Training DNNs in O(1) memory with MEM-DFA using Random Matrices
This work addresses the significant memory bottleneck for training very deep neural networks, which is a problem for researchers and practitioners working with large models or limited hardware.
This paper introduces MEM-DFA, a method that reduces the memory consumption for training deep neural networks to O(1) complexity, regardless of the number of layers. It achieves this by leveraging the layer independence in direct feedback alignment (DFA) and avoiding the simultaneous storage of all activation vectors, unlike standard backpropagation (BP), FA, and DFA.
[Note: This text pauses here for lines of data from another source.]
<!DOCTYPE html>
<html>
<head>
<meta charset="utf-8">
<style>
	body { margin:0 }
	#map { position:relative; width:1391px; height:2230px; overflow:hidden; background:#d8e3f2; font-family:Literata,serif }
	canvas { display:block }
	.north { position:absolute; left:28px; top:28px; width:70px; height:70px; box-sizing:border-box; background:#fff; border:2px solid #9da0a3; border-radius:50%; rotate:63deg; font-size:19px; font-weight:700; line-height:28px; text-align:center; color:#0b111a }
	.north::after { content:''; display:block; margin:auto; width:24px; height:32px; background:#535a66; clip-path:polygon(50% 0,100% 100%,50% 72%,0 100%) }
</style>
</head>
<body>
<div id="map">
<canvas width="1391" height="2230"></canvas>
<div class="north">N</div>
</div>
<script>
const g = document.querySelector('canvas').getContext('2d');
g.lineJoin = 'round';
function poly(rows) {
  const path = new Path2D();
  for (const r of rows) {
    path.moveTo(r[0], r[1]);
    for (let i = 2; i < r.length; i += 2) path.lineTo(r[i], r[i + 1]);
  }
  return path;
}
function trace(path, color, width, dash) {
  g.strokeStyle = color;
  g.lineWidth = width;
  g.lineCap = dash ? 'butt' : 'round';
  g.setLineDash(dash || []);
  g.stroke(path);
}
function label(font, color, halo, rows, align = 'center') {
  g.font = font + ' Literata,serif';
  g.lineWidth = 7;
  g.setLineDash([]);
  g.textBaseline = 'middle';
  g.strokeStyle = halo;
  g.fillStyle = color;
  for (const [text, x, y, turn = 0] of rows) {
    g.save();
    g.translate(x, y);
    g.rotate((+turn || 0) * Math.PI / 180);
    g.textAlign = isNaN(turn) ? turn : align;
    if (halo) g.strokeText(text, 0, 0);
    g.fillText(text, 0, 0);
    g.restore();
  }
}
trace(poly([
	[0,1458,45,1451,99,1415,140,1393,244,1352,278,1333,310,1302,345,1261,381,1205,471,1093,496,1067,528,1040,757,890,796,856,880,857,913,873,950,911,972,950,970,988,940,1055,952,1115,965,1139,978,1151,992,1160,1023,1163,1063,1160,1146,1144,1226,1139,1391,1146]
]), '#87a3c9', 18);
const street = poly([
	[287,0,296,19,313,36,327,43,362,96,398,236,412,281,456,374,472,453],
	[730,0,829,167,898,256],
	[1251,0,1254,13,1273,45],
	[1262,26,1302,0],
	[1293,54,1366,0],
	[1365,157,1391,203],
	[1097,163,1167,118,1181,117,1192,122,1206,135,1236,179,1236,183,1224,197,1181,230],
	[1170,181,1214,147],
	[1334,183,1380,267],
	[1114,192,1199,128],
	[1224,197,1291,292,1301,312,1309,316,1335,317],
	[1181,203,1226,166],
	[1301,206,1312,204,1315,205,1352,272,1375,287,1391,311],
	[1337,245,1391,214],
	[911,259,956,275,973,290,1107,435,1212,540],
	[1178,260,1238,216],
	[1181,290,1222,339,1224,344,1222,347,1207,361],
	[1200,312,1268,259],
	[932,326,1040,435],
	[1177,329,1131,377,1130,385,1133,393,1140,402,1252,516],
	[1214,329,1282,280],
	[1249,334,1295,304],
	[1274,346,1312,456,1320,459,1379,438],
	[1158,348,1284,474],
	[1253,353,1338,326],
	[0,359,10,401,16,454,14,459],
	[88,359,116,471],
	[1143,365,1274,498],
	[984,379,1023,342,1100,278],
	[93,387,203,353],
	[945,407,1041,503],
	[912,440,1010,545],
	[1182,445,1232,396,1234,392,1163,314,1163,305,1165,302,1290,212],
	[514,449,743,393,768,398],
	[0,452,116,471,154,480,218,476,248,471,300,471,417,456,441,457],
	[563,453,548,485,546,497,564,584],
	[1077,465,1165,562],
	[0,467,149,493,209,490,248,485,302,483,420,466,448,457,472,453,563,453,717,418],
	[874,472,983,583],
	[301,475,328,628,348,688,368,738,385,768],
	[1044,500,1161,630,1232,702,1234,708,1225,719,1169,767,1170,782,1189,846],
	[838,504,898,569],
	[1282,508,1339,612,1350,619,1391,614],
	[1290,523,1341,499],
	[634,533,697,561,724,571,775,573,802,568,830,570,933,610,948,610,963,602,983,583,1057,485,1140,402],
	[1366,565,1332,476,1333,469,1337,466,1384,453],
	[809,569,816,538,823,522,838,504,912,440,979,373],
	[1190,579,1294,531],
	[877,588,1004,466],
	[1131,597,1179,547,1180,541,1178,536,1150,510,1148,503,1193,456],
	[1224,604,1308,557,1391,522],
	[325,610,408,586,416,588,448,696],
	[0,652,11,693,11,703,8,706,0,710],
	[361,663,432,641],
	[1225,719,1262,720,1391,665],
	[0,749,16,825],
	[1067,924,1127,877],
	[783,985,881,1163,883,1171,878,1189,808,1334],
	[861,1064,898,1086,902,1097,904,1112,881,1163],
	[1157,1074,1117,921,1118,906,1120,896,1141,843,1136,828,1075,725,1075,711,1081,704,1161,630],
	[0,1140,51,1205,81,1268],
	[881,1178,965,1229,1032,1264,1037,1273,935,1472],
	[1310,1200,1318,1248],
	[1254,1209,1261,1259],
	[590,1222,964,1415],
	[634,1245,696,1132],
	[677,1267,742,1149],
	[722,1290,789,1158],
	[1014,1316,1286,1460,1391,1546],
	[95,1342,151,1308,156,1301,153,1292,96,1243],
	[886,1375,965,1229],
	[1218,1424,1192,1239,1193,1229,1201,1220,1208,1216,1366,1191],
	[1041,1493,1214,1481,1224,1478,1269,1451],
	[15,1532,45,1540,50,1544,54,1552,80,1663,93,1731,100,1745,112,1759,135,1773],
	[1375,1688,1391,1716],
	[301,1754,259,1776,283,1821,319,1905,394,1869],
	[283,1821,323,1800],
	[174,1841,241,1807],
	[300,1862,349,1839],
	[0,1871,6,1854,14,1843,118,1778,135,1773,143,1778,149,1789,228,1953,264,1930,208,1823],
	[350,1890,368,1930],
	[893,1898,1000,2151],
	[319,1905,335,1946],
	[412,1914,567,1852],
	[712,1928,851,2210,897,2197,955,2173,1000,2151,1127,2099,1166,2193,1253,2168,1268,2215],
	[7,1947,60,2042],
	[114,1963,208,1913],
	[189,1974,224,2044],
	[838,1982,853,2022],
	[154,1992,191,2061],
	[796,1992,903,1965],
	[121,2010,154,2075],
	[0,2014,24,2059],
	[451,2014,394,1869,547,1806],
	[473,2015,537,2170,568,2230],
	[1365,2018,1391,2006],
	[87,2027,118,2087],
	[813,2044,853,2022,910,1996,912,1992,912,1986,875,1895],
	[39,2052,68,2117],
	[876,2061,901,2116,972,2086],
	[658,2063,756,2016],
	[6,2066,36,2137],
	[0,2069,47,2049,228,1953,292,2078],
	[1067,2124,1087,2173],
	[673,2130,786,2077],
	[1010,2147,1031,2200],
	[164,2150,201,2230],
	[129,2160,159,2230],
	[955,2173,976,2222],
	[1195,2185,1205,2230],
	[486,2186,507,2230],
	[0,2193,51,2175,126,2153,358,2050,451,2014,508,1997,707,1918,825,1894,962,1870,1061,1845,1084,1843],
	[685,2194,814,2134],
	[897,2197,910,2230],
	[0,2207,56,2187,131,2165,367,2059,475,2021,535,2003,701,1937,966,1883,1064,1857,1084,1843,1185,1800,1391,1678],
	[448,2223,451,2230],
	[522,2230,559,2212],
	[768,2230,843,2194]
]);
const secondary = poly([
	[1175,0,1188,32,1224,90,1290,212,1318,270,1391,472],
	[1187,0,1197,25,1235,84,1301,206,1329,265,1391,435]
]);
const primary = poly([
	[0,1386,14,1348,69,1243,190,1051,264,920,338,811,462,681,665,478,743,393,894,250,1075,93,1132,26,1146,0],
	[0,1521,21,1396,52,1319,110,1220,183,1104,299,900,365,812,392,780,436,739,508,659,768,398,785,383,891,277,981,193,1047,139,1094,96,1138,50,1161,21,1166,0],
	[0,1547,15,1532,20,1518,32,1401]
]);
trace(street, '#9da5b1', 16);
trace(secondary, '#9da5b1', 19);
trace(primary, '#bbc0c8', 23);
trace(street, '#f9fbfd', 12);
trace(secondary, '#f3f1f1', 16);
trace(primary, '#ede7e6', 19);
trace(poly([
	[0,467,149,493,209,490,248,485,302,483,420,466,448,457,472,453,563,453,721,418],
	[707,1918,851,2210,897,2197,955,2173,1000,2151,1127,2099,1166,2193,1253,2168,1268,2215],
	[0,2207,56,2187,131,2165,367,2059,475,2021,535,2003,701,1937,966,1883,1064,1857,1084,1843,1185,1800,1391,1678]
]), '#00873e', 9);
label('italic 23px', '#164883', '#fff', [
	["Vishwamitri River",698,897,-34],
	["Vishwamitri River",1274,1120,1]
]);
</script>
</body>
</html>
This work presents a method for reducing memory consumption to a constant complexity when training deep neural networks. The algorithm is based on the more biologically plausible alternatives of the backpropagation (BP): direct feedback alignment (DFA) and feedback alignment (FA), which use random matrices to propagate error. The proposed method, memory-efficient direct feedback alignment (MEM-DFA), uses higher independence of layers in DFA and allows avoiding storing at once all activation vectors, unlike standard BP, FA, and DFA. Thus, our algorithm's memory usage is constant regardless of the number of layers in a neural network. The method increases the computational cost only by a constant factor of one extra forward pass. The MEM-DFA, BP, FA, and DFA were evaluated along with their memory profiles on MNIST and CIFAR-10 datasets on various neural network models. Our experiments agree with our theoretical results and show a significant decrease in the memory cost of MEM-DFA compared to the other algorithms.